■ **DATA SHOWN**
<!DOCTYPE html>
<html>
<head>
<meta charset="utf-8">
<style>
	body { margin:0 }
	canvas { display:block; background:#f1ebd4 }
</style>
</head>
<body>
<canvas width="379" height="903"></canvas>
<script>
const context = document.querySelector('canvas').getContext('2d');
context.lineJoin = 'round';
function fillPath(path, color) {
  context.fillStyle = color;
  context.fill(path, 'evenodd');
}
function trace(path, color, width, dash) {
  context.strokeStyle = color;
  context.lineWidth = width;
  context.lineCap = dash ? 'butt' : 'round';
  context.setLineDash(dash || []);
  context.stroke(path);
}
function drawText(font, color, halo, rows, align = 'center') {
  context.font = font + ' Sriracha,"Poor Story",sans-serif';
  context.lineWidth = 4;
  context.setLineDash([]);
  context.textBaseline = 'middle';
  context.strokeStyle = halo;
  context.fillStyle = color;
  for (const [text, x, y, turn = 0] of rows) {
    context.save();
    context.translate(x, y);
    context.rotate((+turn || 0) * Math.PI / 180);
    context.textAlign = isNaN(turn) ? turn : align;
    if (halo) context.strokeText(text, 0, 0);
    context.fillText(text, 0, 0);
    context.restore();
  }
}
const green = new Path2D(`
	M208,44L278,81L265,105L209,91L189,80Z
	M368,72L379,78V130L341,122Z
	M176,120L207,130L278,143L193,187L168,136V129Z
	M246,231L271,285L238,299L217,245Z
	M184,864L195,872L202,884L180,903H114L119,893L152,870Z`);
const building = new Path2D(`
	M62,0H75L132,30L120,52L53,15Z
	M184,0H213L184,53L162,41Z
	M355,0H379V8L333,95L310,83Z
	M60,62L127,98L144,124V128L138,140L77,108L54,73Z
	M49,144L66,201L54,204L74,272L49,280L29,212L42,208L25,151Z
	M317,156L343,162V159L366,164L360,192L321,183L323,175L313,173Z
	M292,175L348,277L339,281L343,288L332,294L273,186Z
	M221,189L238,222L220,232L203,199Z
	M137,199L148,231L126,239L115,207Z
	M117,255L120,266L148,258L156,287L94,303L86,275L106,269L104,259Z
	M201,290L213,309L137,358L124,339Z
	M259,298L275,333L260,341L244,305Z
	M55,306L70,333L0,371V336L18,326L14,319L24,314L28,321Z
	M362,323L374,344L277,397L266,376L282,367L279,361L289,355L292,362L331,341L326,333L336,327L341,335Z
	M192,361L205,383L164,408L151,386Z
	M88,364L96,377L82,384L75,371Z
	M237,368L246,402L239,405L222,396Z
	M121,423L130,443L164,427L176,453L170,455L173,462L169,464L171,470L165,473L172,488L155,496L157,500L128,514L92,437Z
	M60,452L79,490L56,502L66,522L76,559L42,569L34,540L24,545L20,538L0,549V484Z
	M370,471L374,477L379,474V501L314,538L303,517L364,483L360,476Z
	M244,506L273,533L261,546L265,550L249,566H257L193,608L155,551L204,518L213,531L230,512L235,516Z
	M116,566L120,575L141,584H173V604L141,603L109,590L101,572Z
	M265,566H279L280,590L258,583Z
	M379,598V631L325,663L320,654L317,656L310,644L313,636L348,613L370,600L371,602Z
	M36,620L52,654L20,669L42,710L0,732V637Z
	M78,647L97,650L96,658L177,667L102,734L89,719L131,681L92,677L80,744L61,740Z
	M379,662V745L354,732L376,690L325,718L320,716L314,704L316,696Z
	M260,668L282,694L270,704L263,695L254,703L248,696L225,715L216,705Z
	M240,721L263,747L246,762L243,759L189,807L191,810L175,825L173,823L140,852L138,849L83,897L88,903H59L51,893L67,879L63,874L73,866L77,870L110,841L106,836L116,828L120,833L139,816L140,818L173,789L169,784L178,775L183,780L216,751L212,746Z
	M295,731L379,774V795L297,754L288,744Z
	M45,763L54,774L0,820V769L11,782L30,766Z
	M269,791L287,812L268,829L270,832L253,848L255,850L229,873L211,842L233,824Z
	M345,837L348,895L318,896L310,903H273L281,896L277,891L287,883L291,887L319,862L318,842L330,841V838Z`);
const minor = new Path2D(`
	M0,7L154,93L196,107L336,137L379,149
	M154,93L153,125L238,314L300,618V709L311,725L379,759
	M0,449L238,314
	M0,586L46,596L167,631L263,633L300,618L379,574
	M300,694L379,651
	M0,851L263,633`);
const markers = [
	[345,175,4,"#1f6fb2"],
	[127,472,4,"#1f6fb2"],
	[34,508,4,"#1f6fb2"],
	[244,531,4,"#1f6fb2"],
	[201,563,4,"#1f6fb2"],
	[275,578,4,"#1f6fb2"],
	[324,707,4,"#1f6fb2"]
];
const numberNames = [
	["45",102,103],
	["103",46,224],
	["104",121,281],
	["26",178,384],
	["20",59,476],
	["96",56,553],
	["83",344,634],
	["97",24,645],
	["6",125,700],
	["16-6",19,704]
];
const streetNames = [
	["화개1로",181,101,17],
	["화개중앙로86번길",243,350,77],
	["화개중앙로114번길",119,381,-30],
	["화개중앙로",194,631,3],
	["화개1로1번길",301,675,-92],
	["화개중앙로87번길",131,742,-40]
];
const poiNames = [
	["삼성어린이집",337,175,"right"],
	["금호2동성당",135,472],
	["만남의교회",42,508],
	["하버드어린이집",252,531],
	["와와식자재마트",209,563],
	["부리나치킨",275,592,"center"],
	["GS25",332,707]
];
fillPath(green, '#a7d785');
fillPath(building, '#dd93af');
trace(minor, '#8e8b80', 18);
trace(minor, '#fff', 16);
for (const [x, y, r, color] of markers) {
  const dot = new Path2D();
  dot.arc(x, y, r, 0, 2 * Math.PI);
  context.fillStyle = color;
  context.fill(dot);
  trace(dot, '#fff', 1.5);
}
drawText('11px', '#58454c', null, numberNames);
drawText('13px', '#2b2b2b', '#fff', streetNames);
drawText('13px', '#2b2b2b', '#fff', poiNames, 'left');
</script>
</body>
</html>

■ **WHAT IS NEEDED**
Each line of the data that contains "font" belongs in the answer.

■ **RESPONSE TO THIS TASK**
function drawText(font, color, halo, rows, align = 'center') {
  context.font = font + ' Sriracha,"Poor Story",sans-serif';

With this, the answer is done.